The question most people are asking about AI and friendship is the wrong question. They are asking: can an AI be a friend? The answer to that question, while not without philosophical interest, is a distraction from the more consequential question: what will AI do to human friendship — to the quality, quantity, depth, and structure of the relationships people form with each other?

The two questions are connected but not identical, and conflating them produces an impoverished conversation. The person asking whether AI can be a friend is typically worried about a substitution: that the convenience and emotional attunement of AI companions will draw people away from the harder and more rewarding work of human connection. The person asking what AI will do to human friendship is tracking something more diffuse and more significant: the transformation of the conditions in which human friendship forms, is maintained, and is understood.

The substitution concern is real but probably overstated in its catastrophist form. AI companions — whether the relatively crude versions currently available or the more sophisticated versions in near-term development — do provide something that many lonely people lack: consistent, available, non-judgmental attention. For people who are severely isolated, chronically lonely, or socially anxious in ways that make initiating human contact nearly impossible, an AI companion that provides some form of regular interaction may not be a substitute for friendship so much as a bridge toward it — or, in some cases, a harm reduction intervention that prevents the worst health consequences of complete isolation. The research on this is genuinely thin. The confident claims in both directions — that AI companionship is a dangerous substitute, that it is a therapeutic tool — outrun the evidence considerably.

The transformation concern is less discussed but more significant. AI is already changing human friendship through mechanisms that have nothing to do with AI companionship as such.
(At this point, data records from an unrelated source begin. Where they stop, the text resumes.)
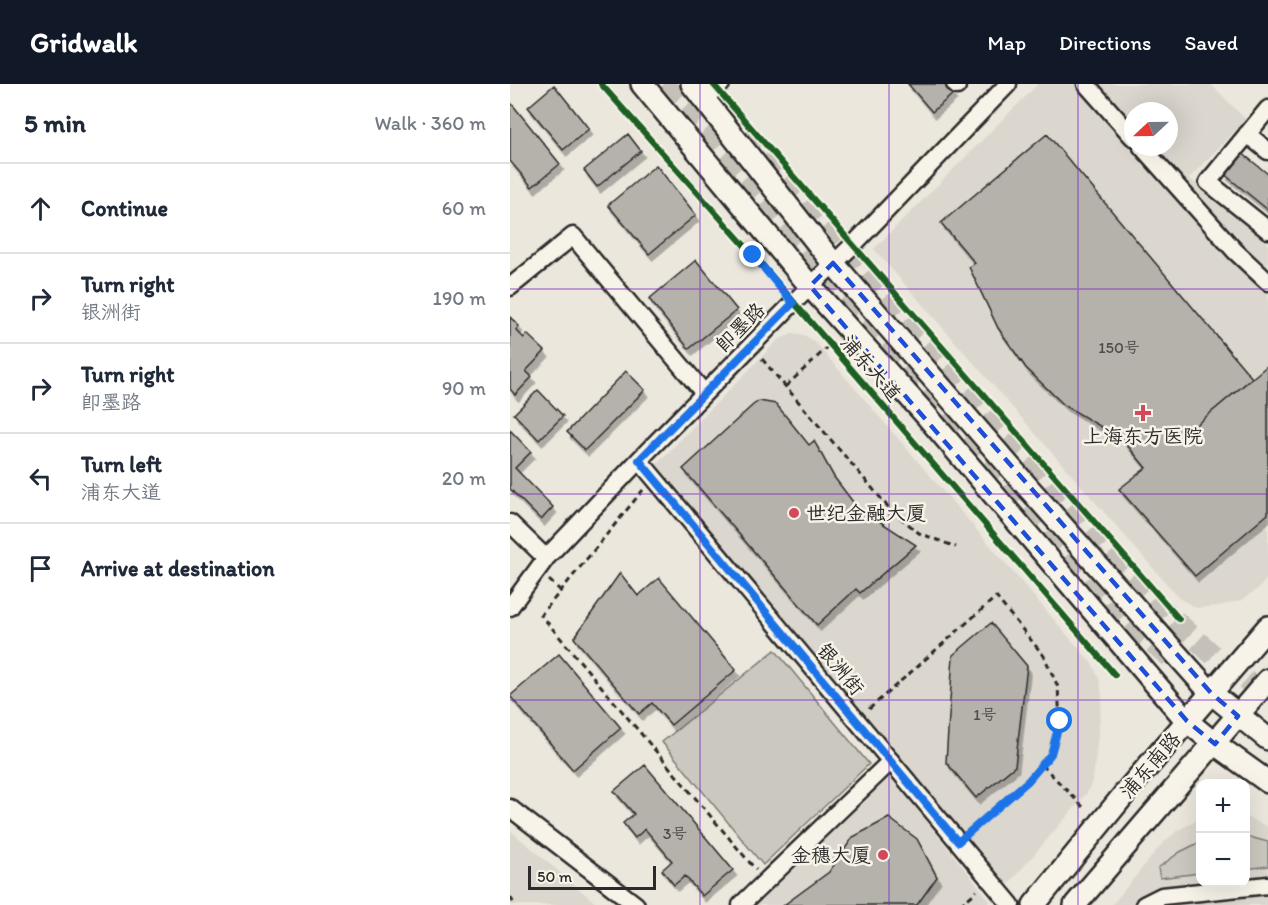 <!DOCTYPE html>
<meta charset="utf-8">
<style>
body{margin:0;font-family:Itim,"LXGW WenKai TC",sans-serif;background:#f2f2f3;color:#1f2937}
.controls{position:absolute;right:18px;bottom:18px;display:grid;overflow:hidden;border-radius:12px;box-shadow:0 6px 24px #0002}
.controls button{width:54px;height:54px;display:grid;place-items:center;padding:0;border:0;border-bottom:2px solid #e0e1e3;background:#fff;color:#1f2937;font:30px sans-serif}
.compass{position:absolute;left:614px;top:18px;width:54px;height:54px;border-radius:50%;background:#fff;box-shadow:0 6px 24px #0002;rotate:248deg}
.scale{position:absolute;left:18px;bottom:15px;width:128px;box-sizing:border-box;padding-left:6px;border:3px solid #2b2b2b;border-top:0;font-size:16px;line-height:21px;white-space:nowrap;color:#2b2b2b;-webkit-text-stroke:4px #f7f3e8;paint-order:stroke}
.stop{position:absolute;width:18px;height:18px;margin:-14px;border:4px solid #1a73e8;border-radius:50%;background:#fff}
.stop.end{background:#1a73e8;border-color:#fff;box-shadow:0 2px 6px #0008}
.list{margin:0;padding:0;list-style:none}
h2{display:flex;justify-content:space-between;align-items:center;height:78px;margin:0;padding:0 24px;font-size:26px}
h2 small{font-size:20px;font-weight:400;color:#747a83}
.list li{display:grid;grid-template-columns:39px 1fr auto;gap:18px;align-items:center;box-sizing:border-box;height:90px;padding:0 24px;border-top:2px solid #e0e1e3}
.list b{display:block;font-size:22px;white-space:nowrap}
.list p{margin:0;font-size:20px;white-space:nowrap;color:#747a83}
.list em{font-size:20px;font-style:normal;color:#747a83}
.icon{flex:none;width:33px;height:33px;fill:none;stroke:currentColor;stroke-width:2;stroke-linecap:round;stroke-linejoin:round}
.map{position:relative;flex:none;width:758px;height:821px;overflow:hidden}
header{display:flex;align-items:center;gap:36px;box-sizing:border-box;height:84px;padding:0 30px;background:#111827;color:#fff}
header strong{font-size:28px}
nav{display:flex;gap:33px;margin-inline-start:auto;font-size:21px}
main{display:flex}
aside{flex:1;background:#fff}
.map>svg:first-child{display:block}
</style>
<header>
<strong>Gridwalk</strong>
<nav><a>Map</a><a>Directions</a><a>Saved</a></nav>
</header>
<main>
<aside>
<h2>5 min<small>Walk · 360 m</small></h2>
<ul class="list">
<li><svg class="icon" aria-label="ahead" viewBox="0 0 24 24"><path d="M12 20V5M6 11l6-6 6 6"/></svg><div><b>Continue</b></div><em>60 m</em></li>
<li><svg class="icon" aria-label="right" viewBox="0 0 24 24"><path d="M7 20v-9h11M14 6l5 5-5 5"/></svg><div><b>Turn right</b><p>银洲街</p></div><em>190 m</em></li>
<li><svg class="icon" aria-label="right" viewBox="0 0 24 24"><path d="M7 20v-9h11M14 6l5 5-5 5"/></svg><div><b>Turn right</b><p>即墨路</p></div><em>90 m</em></li>
<li><svg class="icon" aria-label="left" viewBox="0 0 24 24"><path d="M17 20v-9H6M10 6l-5 5 5 5"/></svg><div><b>Turn left</b><p>浦东大道</p></div><em>20 m</em></li>
<li><svg class="icon" aria-label="arrive" viewBox="0 0 24 24"><path d="M6 21V4h12l-3 4 3 4H6"/></svg><div><b>Arrive at destination</b></div></li>
</ul>
</aside>
<div class="map">
<svg width="758" height="821" viewBox="0 0 758 821">
<defs>
<filter id="shadow"><feDropShadow dx="3.5" dy="6" stdDeviation="0" flood-color="#0004"/></filter>
</defs>
<rect width="100%" height="100%" fill="#ebe7dd"/>
<filter id="ink" filterUnits="userSpaceOnUse"><feTurbulence type="fractalNoise" baseFrequency=".0167" numOctaves="2"/><feDisplacementMap in="SourceGraphic" scale="12" xChannelSelector="R" yChannelSelector="G"/><feConvolveMatrix kernelMatrix="1 2 1 2 8 2 1 2 1" color-interpolation-filters="sRGB"/></filter>
<g filter="url(#ink)">
<!-- built -->
<path fill="#dbd7ce" fill-rule="evenodd" d="M528,0H701L736,36L679,94L758,159V493L749,504L732,516L709,522L687,524L670,515L364,165ZM623,27H659V63H623Z
M284,249L296,252L305,258L583,581L590,597L592,614L585,678L583,695L577,709L497,802L146,381L268,256Z
M381,692L480,817L477,821H244Z
M736,733L758,743V821H602L651,761L668,746L690,735V798H736Z
M0,746L88,821H0Z"/>
<!-- green -->
<path fill="#cbc8bf" stroke="#7b7a75" stroke-width="1.5" d="M265,566L359,680L253,781L152,658Z
M736,752L758,758V782L736,785Z
M690,758V789L650,794L648,784L670,768Z"/>
<!-- building -->
<path fill="#b5b2ab" stroke="#2b2b2b" stroke-width="1.5" filter="url(#shadow)" d="M398,0H434L443,10L422,28Z
M44,1L79,45L53,66L18,23Z
M2,20L50,80L22,103L0,77V22Z
M118,50L131,67L87,103L74,86Z
M537,50L742,294L686,341L758,281V430L685,492L609,405L636,384L603,344L598,347L554,321L516,284L488,244L459,183L465,179L431,139Z
M732,69L758,90V126L714,90Z
M146,81L186,131L139,170L98,121Z
M186,176L227,226L179,265L139,215Z
M0,233L9,242L6,246L14,254L17,250L35,267L16,287L22,293L5,311L0,305Z
M116,287L135,306L75,366L57,348Z
M28,306L53,332L29,356L4,330Z
M249,317L266,320L299,361L304,357L324,393L346,422L406,461L350,509L346,505L307,541L173,385L243,321Z
M0,346L21,368L5,384L43,423L31,436L0,405Z
M110,489L128,512L149,494L226,586L161,641L142,619L129,630L64,554Z
M481,539L517,582L505,682L466,714L436,678L443,571Z
M49,570L111,644L63,686L0,612Z
M135,681L223,786L192,812L175,792L164,801L152,786L162,777L135,745L125,754L113,739L124,730L104,707Z
M379,734L407,755L427,793L407,821H274L319,788L343,753Z"/>
<g fill="none" stroke-linecap="round" stroke-linejoin="round">
<!-- major-tunnel -->
<path stroke="#c5c1b9" stroke-width="21" stroke-dasharray="21 10" stroke-linecap="butt" d="M154,0L622,541L664,577
M195,0L643,516L702,570L758,613"/>
<!-- minor casing -->
<g stroke="#2b2b2b" stroke-width="21">
<path id="minor" d="M445,0L447,2
M576,0L623,53
M193,15L211,0
M758,25L698,98L758,146
M737,50L758,67
M632,63L725,167L758,198
M0,203L63,152L194,309
M129,376L501,821
M0,439L36,474
M0,523L36,474L129,376L283,219L344,160L498,0
M0,724L126,821
M231,821L381,677
M634,821L652,812L758,801"/>
</g>
<!-- major casing -->
<g stroke="#2b2b2b" stroke-width="26">
<path id="major" d="M132,0L300,202L415,330L677,637L705,660L758,698
M182,0L323,179L515,400L701,609L758,655
M524,821L621,702L758,543
M565,821L758,596"/>
</g>
<!-- path -->
<path stroke="#2b2b2b" stroke-width="3" stroke-dasharray="6 4.5" stroke-linecap="butt" d="M252,275L380,425L409,449L446,463
M276,302L320,261
M133,406L31,531L246,786
M39,496L51,507
M359,625L486,513L534,572L548,603L550,637L541,670L518,697L461,747
M532,681L576,726
M0,813L5,821
M450,821L467,807"/>
<!-- minor -->
<use href="#minor" stroke="#f7f3e8" stroke-width="16"/>
<!-- major -->
<use href="#major" stroke="#f7f3e8" stroke-width="21"/>
<!-- cycleway casing -->
<g stroke="#f7f3e8" stroke-width="10">
<path id="cycleway" d="M91,0L243,171L605,591
M203,0L669,535"/>
</g>
<!-- cycleway -->
<use href="#cycleway" stroke="#1b5e20" stroke-width="6"/>
</g>
</g>
<g fill="none" stroke-linecap="round" stroke-linejoin="round" filter="url(#ink)">
<!-- route -->
<path stroke="#1a73e8" stroke-width="8" d="M243,171L283,219L129,376L448,758L518,697L541,670L550,637"/>
</g>
<!-- marked area -->
<path fill="none" stroke="#1d4ed8" stroke-width="4.5" stroke-dasharray="12 8" stroke-linejoin="round" d="M323,179L701,609L728,632L705,660L677,637L300,202Z"/>
<!-- grid -->
<path fill="none" stroke="#7b2cbf" stroke-width="1.5" stroke-opacity="0.55" d="M190,0V821M379,0V821M568,0V821M0,205H758M0,410H758M0,616H758"/>
<!-- markers -->
<g fill="#d1495b" stroke="#f7f3e8" stroke-width="2">
<path d="M630 320h6v6h6v6h-6v6h-6v-6h-6v-6h6z"/>
<circle cx="284" cy="429" r="6"/>
<circle cx="373" cy="771" r="6"/>
</g>
<g text-anchor="middle" stroke-width="5" stroke-linejoin="round" paint-order="stroke">
<!-- number labels -->
<g font-size="16" fill="#4e4d4b">
<text x="609" y="269">150号</text>
<text x="475" y="636">1号</text>
<text x="165" y="755">3号</text>
</g>
<!-- street labels -->
<g font-size="20" fill="#2b2b2b" stroke="#f7f3e8">
<text transform="translate(230 243) rotate(-45)" y="7">即墨路</text>
<text transform="translate(361 284) rotate(49)" y="7">浦东大道</text>
<text transform="translate(331 585) rotate(50)" y="7">银洲街</text>
<text transform="translate(640 681) rotate(-49)" y="7">浦东南路</text>
</g>
<!-- poi labels -->
<g font-size="20" fill="#2b2b2b" stroke="#f7f3e8">
<text x="633" y="359">上海东方医院</text>
<text x="296" y="436" text-anchor="start">世纪金融大厦</text>
<text x="361" y="778" text-anchor="end">金穗大厦</text>
</g>
</g>
</svg>
<div class="controls">
<button>+</button>
<button>−</button>
</div>
<svg class="compass" viewBox="-18 -18 36 36"><path d="M0-13l5 13h-10z" fill="#e53935"/><path d="M0 13l5-13h-10z" fill="#747a83"/></svg>
<div class="scale">50 m</div>
<div class="stop" style="left:550px;top:637px"></div>
<div class="stop end" style="left:243px;top:171px"></div>
</div>
</main>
Algorithmically mediated social platforms — which are AI systems, even if the public discussion does not always name them as such — have already restructured the attention economy in ways that directly affect friendship. The evidence that social media use, particularly passive consumption, is associated with weakened close friendship quality and increased loneliness is substantial and growing. The mechanisms are fairly well understood: the platform's economic interest is in maximizing engagement, which is not the same as maximizing social quality; the affordances of the platform reward performance over genuine expression; and the asymmetric, largely passive consumption of others' curated lives replaces the reciprocal, effortful contact that maintains genuine friendship. AI will extend and intensify this transformation, not initiate it.

The second transformation mechanism is more interesting: AI as a personalization and communication tool that intervenes in the texture of human relationships. AI systems that help people draft messages, plan social interactions, remember personal details about their contacts, and navigate social complexity are already being built and used. The question these tools raise is not whether they are useful — many of them are — but what it means for a friendship when the contact between two people is increasingly mediated by AI systems that optimize the interaction for smoothness, attentiveness, and conflict reduction. The friendship that is managed to perfection by AI assistance may be more comfortable than the friendship that is not so managed. It may also be less honest, less real, and less capable of producing the genuine encounter that makes friendship valuable in the first place.

The third transformation mechanism is epistemological: AI will change what people believe about their friendships. AI systems that analyze communication patterns, emotional content, and behavioral data will be able to produce descriptions of friendships — who is more invested, who is withdrawing, whether a relationship is healthy or not — that will feel authoritative and may or may not be accurate. The outsourcing of social self-knowledge to AI systems that tell people how their relationships are going represents a form of epistemic dependency that has no precedent. The implications for friendship are not yet visible because the tools are not yet widely deployed, but the direction of travel is clear.

None of this means that friendship in an AI world is necessarily worse than friendship before AI. Some of the transformations may be net positive: AI that helps socially anxious people initiate contact, that reminds people to follow up, that aggregates information about friends' circumstances so that care can be expressed more accurately — these are not obviously harmful. The revision that Law 5 calls for is not nostalgia. It is honest accounting: identifying what is actually changing, what the evidence shows, and what design choices — individual, institutional, political — could shape the trajectory toward better rather than worse.